Two great wings angled away from a central core. Mullioned windows recessed into weathered stone walls reflected the last rays of the setting sun. Golden light shimmered on the glass like eyes empty of life. An ominous quiet loomed over the waning day.

Terrified at what faced her behind those forbidding walls, Ailsa fell to her knees. "Please, sir, don't make me go in there. Whip me and let me go. I'll never go near your river again."

He pulled her up and smacked the side of her head. Stunned from the blow, she fell against him. Tears spilled down her cheeks. With her free hand, she swiped them away with the sleeve of her jacket.

Don't cry. She told herself. Boys don't cry.

The man led her to the rear of the building and shoved her down on a bench beside a closed door.

"Dare to move and I'll have the dogs on you." He whistled and two huge mastiffs bounded across the cobblestone courtyard. He jabbed a finger at Ailsa. "See he stays there." Teeth bared the dogs growled deep in their throats. The man entered the house and closed the door.

Ailsa hugged her bundle, tucked her feet under the bench and some of her panic seeped away. The dangerous animals, stiff hackles ridged along their backs, didn't frighten her. She examined them under lowered lashes careful not to make them nervous with eye contact.

She relaxed, raised her head briefly and risked a smile. The huge dogs examined her. Ailsa breathed deeply and whispered. "I had a dog like you back home. He pretended to be fierce but really wasn't. He was gentle as a lamb just like you."

Her voice, lulling soft, calmed them. Their deep throated growls ceased. Their hackles flattened. Mindful not to alarm them Ailsa put out one hand, palm up, and leaned towards them.

"My name is Ailsa. I wish I knew yours then we'd be friends. That man caught me guddling a salmon. I'm sure no one would miss one fish. What do you think?"

The dogs cocked their heads seeming to puzzle over the question.

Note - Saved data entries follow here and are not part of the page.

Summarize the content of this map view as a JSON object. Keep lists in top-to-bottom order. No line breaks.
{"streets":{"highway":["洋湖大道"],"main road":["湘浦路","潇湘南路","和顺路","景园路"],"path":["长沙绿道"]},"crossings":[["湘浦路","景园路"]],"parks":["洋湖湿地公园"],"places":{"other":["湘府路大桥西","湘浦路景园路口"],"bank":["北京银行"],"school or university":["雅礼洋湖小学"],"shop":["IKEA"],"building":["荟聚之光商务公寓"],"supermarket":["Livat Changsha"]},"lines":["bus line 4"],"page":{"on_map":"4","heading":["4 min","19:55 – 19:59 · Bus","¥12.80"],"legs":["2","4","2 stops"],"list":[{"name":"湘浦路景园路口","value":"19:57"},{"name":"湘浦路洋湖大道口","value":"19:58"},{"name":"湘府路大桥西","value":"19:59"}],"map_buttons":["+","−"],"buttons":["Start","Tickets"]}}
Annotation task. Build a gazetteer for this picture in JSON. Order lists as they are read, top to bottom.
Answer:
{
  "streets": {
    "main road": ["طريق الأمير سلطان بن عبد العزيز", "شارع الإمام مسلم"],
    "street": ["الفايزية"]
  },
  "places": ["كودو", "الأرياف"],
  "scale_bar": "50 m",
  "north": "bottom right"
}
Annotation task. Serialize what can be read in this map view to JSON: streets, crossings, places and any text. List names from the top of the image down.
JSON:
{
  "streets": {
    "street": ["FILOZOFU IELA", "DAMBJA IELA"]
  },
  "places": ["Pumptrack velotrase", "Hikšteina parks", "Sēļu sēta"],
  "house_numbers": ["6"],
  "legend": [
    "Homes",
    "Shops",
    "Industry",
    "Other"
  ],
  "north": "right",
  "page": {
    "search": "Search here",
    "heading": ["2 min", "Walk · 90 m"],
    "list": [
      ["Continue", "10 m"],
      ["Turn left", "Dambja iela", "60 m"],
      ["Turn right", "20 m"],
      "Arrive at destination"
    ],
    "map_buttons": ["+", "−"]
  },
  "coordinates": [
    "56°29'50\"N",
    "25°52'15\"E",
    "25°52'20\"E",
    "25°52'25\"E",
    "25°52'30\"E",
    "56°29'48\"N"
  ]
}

"I want you to lie down." Ailsa spoke firmly, raised her hand and signaled. "Lie down."

They flopped at her feet. Someone had trained them well. "That's much better, now I can pat you and we'll be friends."

"How lovely you are." She crooned and rubbed their shaggy heads. "I knew you weren't fierce. I could tell by your eyes but I have to go before that man comes back."

Ailsa stretched and stood. "Stay." She commanded. Tongues lolling, the dogs gazed at her and remained motionless.

The sound of boots rapping sharply on the cobblestones startled her. Frozen to the spot she watched a young man stride across the courtyard towards her. Fearing the worst, Ailsa cowered down on the bench and plucked nervously at the twine holding her bundle together.

The man was tall, taller than the other one, taller than her father. She spied a riding crop in his hand and icy shivers squeezed her chest. Head bent submissively she closed her eyes waiting for him to close in and strike her.

Ailsa's captor threw open the door. "Come here, you young ruffian. The master will see to you." He twisted her arm and dragged her off the bench.

Glowering at the animals lying at her feet, he lashed out with his boot. "Forgot what I told you. I'll fix that!" The dogs sprang out of reach and slunk off, whining.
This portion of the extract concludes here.